▶ [DATA SHOWN]:
-.-.-

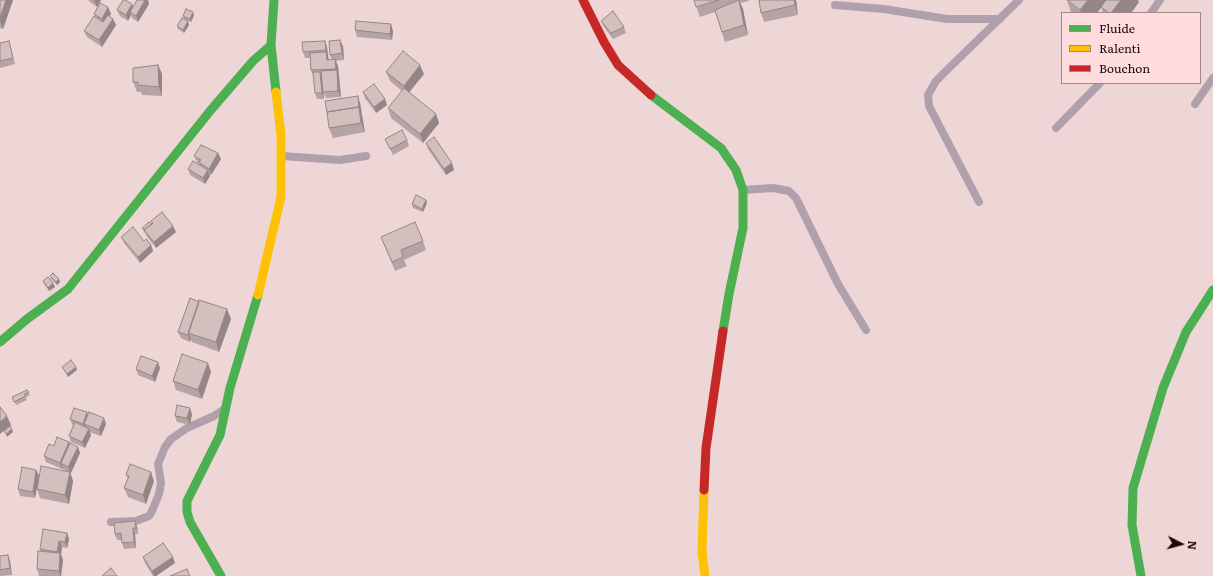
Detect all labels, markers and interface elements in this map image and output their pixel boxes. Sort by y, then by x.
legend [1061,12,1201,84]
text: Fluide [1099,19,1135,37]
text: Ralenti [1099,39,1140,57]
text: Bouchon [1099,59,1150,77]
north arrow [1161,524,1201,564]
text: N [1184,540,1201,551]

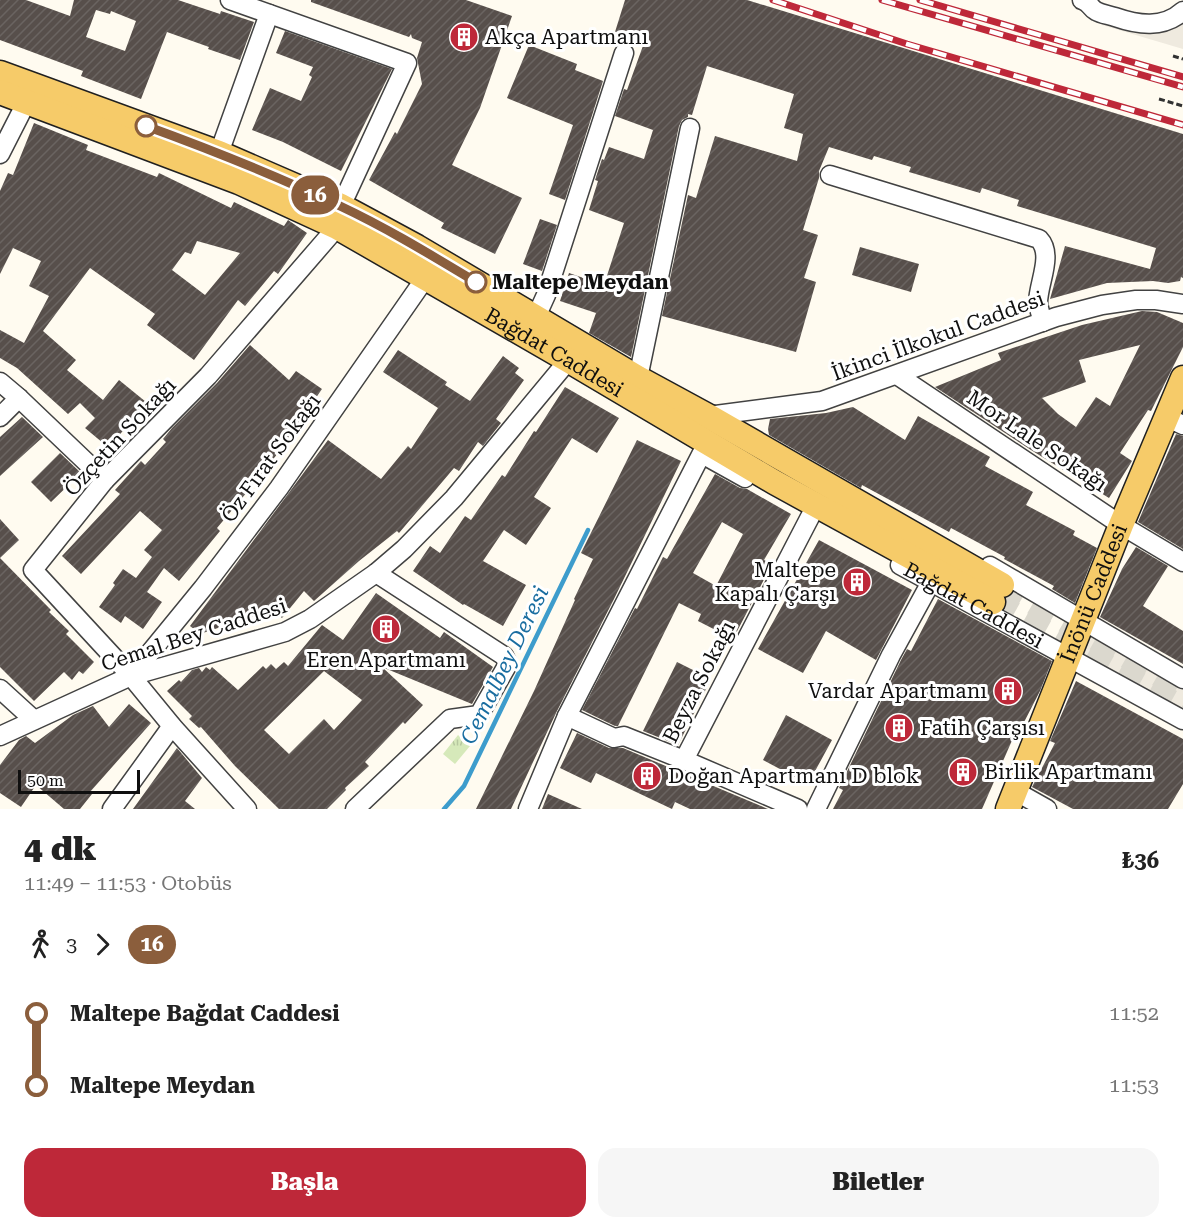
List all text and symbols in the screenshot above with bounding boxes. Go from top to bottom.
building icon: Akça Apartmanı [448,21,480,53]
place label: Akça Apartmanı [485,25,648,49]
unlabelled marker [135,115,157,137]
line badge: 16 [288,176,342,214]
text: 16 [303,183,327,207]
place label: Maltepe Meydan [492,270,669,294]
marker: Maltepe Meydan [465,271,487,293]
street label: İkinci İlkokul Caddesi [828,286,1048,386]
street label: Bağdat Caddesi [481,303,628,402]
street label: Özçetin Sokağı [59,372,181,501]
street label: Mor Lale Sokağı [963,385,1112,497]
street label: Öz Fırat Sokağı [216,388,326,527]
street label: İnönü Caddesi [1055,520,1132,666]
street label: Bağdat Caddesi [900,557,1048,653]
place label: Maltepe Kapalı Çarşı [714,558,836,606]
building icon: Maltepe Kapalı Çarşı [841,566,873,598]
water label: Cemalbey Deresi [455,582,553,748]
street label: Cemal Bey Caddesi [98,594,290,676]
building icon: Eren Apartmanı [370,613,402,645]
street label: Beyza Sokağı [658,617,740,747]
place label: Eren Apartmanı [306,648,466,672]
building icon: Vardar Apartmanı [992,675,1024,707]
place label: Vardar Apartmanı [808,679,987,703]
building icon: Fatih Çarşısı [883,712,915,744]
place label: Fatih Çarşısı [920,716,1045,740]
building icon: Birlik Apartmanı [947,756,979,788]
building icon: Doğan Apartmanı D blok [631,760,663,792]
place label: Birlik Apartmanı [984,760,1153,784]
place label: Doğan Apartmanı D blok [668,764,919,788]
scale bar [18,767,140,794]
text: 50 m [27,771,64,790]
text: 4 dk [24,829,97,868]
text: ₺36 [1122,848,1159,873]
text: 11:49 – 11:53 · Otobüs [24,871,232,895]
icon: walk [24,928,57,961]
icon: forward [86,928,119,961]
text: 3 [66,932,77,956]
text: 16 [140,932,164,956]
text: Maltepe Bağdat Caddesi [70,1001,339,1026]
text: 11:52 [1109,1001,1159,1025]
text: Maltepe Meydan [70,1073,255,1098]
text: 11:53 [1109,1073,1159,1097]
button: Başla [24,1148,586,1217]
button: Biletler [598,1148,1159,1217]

-.-.-

▶ [PROBLEM DETAILS]: Look for the word "Caddesi" in the data, then return every line that contains it.

▶ [TASK RESULT]:
street label: İkinci İlkokul Caddesi [828,286,1048,386]
street label: Bağdat Caddesi [481,303,628,402]
street label: İnönü Caddesi [1055,520,1132,666]
street label: Bağdat Caddesi [900,557,1048,653]
street label: Cemal Bey Caddesi [98,594,290,676]
text: Maltepe Bağdat Caddesi [70,1001,339,1026]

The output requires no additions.